What to produce:
Below are the entries; count how many lines contain the word "lineWidth" and reply with that number alone.

------------------------------------------------

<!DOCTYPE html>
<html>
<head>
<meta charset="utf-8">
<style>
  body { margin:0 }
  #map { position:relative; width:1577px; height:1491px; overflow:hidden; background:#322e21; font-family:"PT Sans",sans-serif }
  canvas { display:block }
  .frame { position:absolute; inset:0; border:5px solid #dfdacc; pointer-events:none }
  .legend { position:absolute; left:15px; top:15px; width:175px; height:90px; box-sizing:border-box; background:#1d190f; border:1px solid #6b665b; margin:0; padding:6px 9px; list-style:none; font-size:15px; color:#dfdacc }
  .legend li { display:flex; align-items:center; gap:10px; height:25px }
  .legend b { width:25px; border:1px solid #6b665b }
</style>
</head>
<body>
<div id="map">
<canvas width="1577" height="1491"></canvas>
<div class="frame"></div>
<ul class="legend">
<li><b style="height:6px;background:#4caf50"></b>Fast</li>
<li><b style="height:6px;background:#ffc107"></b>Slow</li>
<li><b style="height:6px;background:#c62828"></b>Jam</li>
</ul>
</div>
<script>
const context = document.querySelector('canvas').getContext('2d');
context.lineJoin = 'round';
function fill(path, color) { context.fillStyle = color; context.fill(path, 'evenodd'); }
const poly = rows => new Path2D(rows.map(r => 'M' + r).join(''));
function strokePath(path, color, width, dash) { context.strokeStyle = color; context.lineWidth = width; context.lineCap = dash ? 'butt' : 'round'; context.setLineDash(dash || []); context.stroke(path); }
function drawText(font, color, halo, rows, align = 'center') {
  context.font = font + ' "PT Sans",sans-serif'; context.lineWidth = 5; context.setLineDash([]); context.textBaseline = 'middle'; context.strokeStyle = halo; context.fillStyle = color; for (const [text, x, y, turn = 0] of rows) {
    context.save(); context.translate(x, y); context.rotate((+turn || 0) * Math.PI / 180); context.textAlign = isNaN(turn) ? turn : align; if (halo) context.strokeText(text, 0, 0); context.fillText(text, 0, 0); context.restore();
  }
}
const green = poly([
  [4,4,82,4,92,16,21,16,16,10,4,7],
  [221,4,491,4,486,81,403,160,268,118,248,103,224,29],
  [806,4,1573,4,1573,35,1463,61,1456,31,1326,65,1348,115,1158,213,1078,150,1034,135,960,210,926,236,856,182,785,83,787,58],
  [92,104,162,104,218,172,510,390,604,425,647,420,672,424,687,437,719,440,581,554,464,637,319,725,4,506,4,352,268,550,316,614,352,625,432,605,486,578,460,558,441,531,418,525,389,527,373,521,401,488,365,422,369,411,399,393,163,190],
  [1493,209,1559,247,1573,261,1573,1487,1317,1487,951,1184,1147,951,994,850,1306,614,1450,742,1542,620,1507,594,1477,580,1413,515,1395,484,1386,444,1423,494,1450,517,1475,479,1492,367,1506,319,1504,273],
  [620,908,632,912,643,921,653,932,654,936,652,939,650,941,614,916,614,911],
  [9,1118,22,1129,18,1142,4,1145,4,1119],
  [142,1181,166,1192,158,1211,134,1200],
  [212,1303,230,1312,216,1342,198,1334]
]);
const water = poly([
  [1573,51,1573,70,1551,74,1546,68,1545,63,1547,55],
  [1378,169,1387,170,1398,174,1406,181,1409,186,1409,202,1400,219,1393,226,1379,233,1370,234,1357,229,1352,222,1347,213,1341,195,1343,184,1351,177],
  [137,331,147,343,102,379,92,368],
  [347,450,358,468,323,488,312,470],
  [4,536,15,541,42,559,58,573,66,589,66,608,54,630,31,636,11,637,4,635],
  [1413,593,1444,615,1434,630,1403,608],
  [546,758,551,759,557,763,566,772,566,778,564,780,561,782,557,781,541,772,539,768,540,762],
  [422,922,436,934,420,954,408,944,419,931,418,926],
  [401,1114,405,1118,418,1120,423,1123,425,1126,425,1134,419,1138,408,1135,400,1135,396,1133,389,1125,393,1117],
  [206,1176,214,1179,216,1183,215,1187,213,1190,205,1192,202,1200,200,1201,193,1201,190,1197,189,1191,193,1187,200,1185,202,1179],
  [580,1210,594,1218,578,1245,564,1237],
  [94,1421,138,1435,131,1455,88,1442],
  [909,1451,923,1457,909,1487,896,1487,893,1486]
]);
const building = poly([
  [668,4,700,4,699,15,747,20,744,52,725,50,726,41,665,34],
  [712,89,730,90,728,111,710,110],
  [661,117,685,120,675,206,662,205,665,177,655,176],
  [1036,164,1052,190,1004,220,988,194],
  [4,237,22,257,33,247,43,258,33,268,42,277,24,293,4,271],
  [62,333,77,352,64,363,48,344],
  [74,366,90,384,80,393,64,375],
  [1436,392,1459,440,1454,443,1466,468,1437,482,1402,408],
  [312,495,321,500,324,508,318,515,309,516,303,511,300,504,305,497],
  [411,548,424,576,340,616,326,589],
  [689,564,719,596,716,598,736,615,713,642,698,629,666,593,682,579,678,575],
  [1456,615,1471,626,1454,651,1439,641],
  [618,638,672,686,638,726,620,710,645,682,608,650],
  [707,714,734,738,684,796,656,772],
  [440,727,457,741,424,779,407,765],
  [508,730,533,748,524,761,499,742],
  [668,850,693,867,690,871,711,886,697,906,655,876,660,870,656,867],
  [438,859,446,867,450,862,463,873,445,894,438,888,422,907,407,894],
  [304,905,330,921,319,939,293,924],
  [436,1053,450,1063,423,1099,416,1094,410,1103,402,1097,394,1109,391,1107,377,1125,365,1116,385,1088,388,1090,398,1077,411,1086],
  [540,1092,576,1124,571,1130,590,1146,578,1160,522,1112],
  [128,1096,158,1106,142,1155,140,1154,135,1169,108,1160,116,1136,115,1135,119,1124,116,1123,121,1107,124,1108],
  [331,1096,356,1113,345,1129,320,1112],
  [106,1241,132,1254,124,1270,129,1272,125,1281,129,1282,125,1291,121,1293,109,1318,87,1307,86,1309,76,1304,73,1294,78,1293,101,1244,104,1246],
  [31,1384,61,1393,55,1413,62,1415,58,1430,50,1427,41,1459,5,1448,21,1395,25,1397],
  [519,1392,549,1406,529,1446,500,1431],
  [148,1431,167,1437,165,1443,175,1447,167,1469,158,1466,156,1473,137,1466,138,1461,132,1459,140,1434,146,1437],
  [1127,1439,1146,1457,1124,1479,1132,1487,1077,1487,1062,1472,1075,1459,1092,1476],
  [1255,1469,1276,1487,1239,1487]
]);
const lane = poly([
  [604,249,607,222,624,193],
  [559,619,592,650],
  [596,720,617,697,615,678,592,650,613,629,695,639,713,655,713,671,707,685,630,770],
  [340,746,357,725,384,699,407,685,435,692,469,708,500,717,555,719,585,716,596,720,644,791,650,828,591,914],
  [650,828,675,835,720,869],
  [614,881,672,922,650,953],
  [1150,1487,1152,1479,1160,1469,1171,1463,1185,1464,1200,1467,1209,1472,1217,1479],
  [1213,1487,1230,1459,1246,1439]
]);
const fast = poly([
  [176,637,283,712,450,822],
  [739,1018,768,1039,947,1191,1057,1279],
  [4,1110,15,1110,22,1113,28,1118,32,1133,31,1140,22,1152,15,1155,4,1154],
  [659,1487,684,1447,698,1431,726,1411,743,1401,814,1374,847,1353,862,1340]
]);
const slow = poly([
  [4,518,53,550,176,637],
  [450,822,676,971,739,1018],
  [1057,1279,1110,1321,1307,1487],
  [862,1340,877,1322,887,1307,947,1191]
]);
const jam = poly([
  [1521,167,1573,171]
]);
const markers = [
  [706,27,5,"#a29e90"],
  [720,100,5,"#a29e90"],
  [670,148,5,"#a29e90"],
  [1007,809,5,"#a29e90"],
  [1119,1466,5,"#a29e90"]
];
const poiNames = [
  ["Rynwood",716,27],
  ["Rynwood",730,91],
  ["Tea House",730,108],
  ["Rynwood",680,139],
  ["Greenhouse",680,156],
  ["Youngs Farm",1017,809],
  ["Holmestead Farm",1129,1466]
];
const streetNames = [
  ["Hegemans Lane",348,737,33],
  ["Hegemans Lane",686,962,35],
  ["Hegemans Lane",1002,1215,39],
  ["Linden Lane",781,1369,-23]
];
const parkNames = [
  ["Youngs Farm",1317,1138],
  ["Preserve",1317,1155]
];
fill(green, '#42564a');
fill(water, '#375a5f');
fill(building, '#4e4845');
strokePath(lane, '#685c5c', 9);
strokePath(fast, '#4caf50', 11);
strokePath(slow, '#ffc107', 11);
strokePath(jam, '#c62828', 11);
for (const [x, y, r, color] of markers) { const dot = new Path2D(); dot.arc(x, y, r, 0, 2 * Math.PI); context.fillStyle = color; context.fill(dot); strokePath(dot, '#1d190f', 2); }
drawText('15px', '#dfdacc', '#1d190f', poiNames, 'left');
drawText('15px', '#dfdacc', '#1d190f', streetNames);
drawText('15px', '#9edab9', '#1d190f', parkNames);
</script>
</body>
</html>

------------------------------------------------

Reply:
2